TASK STATEMENT => Scan the entries below and return each line that contains "Arache".

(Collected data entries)

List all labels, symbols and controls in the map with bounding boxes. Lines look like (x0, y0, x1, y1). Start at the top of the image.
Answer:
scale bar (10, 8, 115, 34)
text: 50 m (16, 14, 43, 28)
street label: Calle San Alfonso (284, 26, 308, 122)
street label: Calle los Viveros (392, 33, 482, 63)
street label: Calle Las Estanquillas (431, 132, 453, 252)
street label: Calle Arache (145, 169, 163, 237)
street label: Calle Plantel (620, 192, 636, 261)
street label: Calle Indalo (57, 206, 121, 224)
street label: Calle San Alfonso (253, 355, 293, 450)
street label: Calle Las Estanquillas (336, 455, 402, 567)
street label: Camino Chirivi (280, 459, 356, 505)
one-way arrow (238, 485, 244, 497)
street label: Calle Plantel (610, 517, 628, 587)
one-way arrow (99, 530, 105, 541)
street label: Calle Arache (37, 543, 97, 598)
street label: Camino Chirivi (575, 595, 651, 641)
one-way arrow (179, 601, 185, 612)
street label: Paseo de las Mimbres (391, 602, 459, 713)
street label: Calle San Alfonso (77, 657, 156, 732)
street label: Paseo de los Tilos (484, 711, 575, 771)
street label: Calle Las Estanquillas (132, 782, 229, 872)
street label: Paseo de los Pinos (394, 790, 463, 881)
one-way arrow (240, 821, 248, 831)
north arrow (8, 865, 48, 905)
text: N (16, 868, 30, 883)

EXERCISE RESPONSE =>
street label: Calle Arache (145, 169, 163, 237)
street label: Calle Arache (37, 543, 97, 598)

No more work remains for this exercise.